Basın açıklamasının metni:
FİŞLEME REZALETİ HAKKINDA MİT KAMUOYUNA AÇIKLAMA YAPMALIDIR!
30 Nisan 2010
Vakit Gazetesinde 29 Nisan tarihinde yayınlanan "Çok Gizli" damgalı MİT raporu Türkiye'de fişleme-yaftalama geleneğinin kolayca tasfiye edilemeyecek bir hastalık olduğunun bir kere daha teyidi olmuştur. Ne enteresandır ki, bir yanda devlet içindeki illegal yapılanmaların ve bilhassa da Ergenekon adı verilen çetenin kirli icraatları ve karanlık senaryolarının ifşa edildiği bir süreç yaşanırken, aynı anda devlet kurumlarının halkı düşmanlaştırma mantığını yansıtır tarzda çalışmalarını aynen sürdürdükleri görülmektedir.
Gazetede MİT raporu olarak yayınlanan ve "Güvenlik İstihbaratı Başkanlığı Yıkıcı Dini Faaliyetler Başkanlığı 2010 Yılı Hedef Öncelik Tablosu" başlıklı çizelgede birtakım örgütlerin, kuruluşların ve çevrelerin isimlerinin yer aldığı görülmektedir. 2009 yılında yayınlanmış çizelgeye bazı eklemeler yapılarak hazırlanmış ve dereceler şeklinde kategorilere ayrılmış bu listede İslami kimlikli illegal yapılanmalar yanında kitlesel tabana sahip cemaatlerin ve yasal zeminde faaliyet gösteren vakıf, dernek gibi örgütlerin de yer aldığı görülmektedir.
Fethullah Gülen Cemaatinden Süleymancılara, İHH'dan Mazlum-Der'e, Akder'e, Asder'e ve daha bir dizi isme yer verilen bu liste İslami duyarlılığa sahip toplumsal çabaları tehdit olarak algılayan paranoyak bir mantığın uzantısıdır. Yasal zeminde kurulmuş ve faaliyet yürüten yardım kuruluşlarını, insan hakları örgütlerini, üniversitede ve orduda ayrımcılığa maruz kalan mağdurların hak arama çabalarını "yıkıcı dini faaliyet" başlığı altında yaftalayan bu tür bir zihniyet hukuk devleti olma önünde en büyük engellerden biridir.

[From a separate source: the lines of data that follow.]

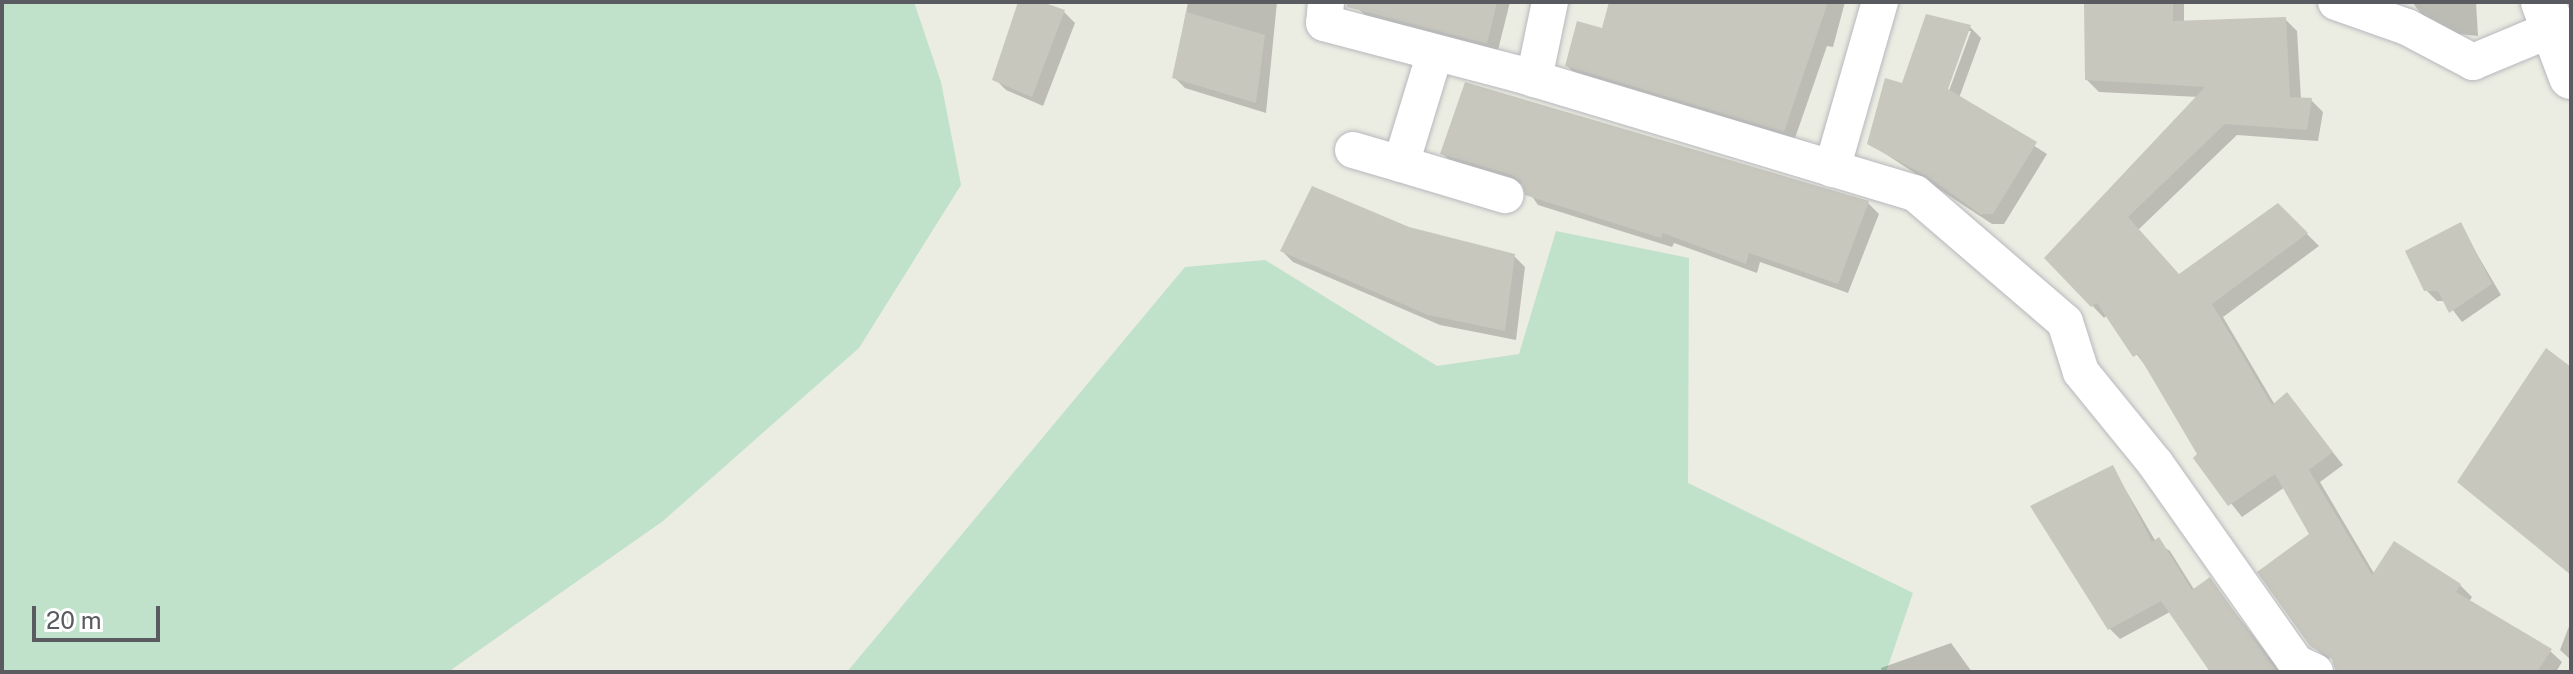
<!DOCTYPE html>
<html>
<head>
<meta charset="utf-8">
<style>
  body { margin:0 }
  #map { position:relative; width:2573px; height:674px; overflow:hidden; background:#ebece2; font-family:"Public Sans",sans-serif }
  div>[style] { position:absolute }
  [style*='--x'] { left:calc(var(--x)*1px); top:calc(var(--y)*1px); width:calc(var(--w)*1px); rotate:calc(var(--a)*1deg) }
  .green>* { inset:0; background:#c0e1ca }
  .shadow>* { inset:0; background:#0003 }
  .building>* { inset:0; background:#c7c7be }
  .roads { filter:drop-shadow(0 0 2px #b7b8bd) drop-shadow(0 0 2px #b7b8bd) }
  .street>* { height:36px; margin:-18px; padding:0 18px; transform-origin:18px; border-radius:18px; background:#fff }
  .secondary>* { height:44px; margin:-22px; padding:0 22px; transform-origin:22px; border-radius:22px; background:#fff }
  span { translate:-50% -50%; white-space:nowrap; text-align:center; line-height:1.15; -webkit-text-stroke:6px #fff; paint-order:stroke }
  .frame { position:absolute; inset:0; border:4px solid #5a5b61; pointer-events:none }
  .scale { position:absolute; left:32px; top:606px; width:128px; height:36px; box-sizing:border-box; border:4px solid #5a5b61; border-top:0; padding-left:10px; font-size:24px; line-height:28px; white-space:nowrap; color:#5a5b61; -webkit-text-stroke:6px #fff; paint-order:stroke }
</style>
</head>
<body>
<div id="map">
  <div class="green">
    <div style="clip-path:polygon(2px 2px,914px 2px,941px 82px,961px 185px,859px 348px,663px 521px,448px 672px,2px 672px)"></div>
    <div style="clip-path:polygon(1556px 231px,1689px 258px,1688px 483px,1913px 593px,1886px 672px,847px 672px,1185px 267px,1265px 260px,1437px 366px,1519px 354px)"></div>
  </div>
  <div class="shadow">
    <div style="clip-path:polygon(1020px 2px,1064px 12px,1075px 23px,1043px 106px,1006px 90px,995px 79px)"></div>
    <div style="clip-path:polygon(1188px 2px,1277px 2px,1266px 113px,1185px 88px,1174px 77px)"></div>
    <div style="clip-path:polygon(1361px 2px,1510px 2px,1497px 54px,1369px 20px,1359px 9px)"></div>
    <div style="clip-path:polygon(1611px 2px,1845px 2px,1833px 47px,1827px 46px,1794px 141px,1578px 76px,1567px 66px,1604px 31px)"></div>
    <div style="clip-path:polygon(2086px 2px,2184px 2px,2184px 23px,2285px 19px,2297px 31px,2301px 99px,2311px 100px,2323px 112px,2318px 141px,2237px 135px,2138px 230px,2179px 276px,2278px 205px,2319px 246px,2223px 317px,2275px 405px,2287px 395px,2343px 465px,2320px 482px,2375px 575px,2460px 585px,2472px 597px,2469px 602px,2550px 651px,2562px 662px,2556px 672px,2373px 672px,2336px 649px,2328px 660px,2312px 645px,2312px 534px,2285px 487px,2242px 517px,2195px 458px,2200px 455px,2147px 368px,2107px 315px,2104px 318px,2047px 258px,2199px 97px,2099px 92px,2087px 80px)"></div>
    <div style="clip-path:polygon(2412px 2px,2476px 2px,2478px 36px,2458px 34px,2423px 16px)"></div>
    <div style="clip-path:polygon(evenodd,1970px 27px,1981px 38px,1959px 98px,2047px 154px,2004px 224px,1992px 224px,1869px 143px,1970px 27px,1967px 31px,1971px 31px,1946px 99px,1943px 97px,1967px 31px)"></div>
    <div style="clip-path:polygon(1467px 84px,1868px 203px,1879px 214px,1848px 293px,1760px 262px,1757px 273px,1674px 243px,1672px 247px,1538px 205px,1524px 185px,1453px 164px,1442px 153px)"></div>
    <div style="clip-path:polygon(2460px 225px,2501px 295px,2462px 322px,2446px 301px,2437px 301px,2426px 290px)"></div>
    <div style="clip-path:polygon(1409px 229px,1514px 256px,1525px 267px,1516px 340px,1440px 325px,1293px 262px,1282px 251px)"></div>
    <div style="clip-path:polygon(2113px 468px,2156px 542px,2170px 551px,2195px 591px,2210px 580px,2281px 672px,2212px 672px,2170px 612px,2120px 639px,2110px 629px)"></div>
    <div style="clip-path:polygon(2571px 621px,2571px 660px,2560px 650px)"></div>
    <div style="clip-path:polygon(1951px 643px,1972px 672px,1882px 672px,1881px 668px)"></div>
  </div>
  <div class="building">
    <div style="clip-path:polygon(1018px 2px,1042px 2px,1065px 10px,1032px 97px,992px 80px)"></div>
    <div style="clip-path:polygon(1347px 2px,1497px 2px,1487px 44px,1347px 7px)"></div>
    <div style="clip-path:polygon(1609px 2px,1828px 2px,1784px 132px,1565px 66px,1577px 21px,1602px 28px)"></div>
    <div style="clip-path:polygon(2084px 2px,2173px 2px,2173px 21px,2286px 17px,2290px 97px,2312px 98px,2307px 130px,2225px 124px,2128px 217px,2179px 274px,2278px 203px,2308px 233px,2212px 304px,2272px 405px,2287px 392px,2333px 452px,2309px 470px,2372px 575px,2394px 541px,2461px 584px,2456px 592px,2552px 649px,2537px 672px,2336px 672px,2332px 659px,2310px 646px,2257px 572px,2309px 534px,2275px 474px,2228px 506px,2193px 458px,2197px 454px,2138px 354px,2133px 357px,2097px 303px,2091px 307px,2044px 258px,2205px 87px,2085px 80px)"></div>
    <div style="clip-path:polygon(1186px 12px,1265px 35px,1256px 103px,1172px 78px)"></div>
    <div style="clip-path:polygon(1926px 14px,1971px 25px,1948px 89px,2037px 142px,1993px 214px,1980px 214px,1928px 177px,1867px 144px,1885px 78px,1902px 83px)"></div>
    <div style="clip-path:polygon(1465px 82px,1869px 201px,1838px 284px,1749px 253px,1746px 264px,1663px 233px,1661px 238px,1525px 195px,1521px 181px,1512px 175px,1440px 154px)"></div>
    <div style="clip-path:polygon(1312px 186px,1409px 227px,1515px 254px,1505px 331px,1428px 315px,1280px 251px)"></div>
    <div style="clip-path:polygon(2461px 222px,2492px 284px,2449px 313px,2438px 291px,2424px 291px,2405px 251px)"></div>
    <div style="clip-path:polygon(2546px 348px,2571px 367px,2571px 575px,2457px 482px)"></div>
    <div style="clip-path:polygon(2113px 465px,2152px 542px,2159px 537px,2192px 590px,2210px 577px,2277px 672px,2210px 672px,2161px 601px,2108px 630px,2030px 506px)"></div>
  </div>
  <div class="roads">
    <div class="street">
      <div style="--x:1326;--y:2;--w:21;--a:95"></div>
      <div style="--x:1324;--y:23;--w:201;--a:14.7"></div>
      <div style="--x:1518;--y:74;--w:414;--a:16.7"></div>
      <div style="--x:1915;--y:193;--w:198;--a:40.7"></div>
      <div style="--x:2065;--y:322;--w:52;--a:72.3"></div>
      <div style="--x:2081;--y:372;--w:117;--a:50.9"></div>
      <div style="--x:2155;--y:463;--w:245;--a:54.8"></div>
      <div style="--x:2296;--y:663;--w:21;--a:25"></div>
      <div style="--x:2336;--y:2;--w:75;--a:19.4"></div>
      <div style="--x:2407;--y:27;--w:75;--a:27.9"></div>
      <div style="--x:2473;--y:62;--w:86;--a:-22.7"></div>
      <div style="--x:1534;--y:79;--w:79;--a:-78.3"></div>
      <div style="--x:1353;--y:150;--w:50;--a:16.3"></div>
      <div style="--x:1401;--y:164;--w:116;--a:-73"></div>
      <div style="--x:1401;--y:164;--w:109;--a:16.6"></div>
      <div style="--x:1832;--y:169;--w:174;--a:-74"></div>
    </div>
    <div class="secondary">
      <div style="--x:2543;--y:2;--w:80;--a:69.5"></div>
    </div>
  </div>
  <div class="frame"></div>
  <div class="scale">20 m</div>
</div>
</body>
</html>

"İrticayla Mücadele Eylem Planı" adlı darbe hazırlığının sorumluları hakkında dava açıldığının duyurulduğu bir günde basına yansıyan bu belge traji komik bir durum arzetmiştir. Bir yandan kirli senaryolara bulaşan unsurları açığa çıkarma ve Genelkurmay korumasından kurtarabilirse yargı önüne çıkartma mücadelesi veren hükümetin, doğrudan kendi denetimi altındaki bir kurumda hazırlanan senaryolara ilgisiz kalması büyük bir çelişki demektir. Başbakanlık, yanı başındaki Dursun Çiçekleri ihmal etmemelidir.
İlgili bir dairesi tarafından hazırlandığı iddia edilen bu belge konusunda MİT kamuoyuna derhal bir açıklama yapmalı ve yasal temelde faaliyet gösteren kuruluşların hangi yetki ve hakla bu şekilde illegal bir çerçeveye oturtulduğunun hesabı verilmelidir. İslami çabaların bu şekilde karalanması, yaftalanması açıkça hukuksuz bir eylem, aynı zamanda halka düşmanlıktır. Darbecilikle etkili bir mücadele yürütmek isteyen herkes ve her kurum öncelikle bu hastalıklı zihniyetin yansımalarından kendini tümüyle arındırmalıdır.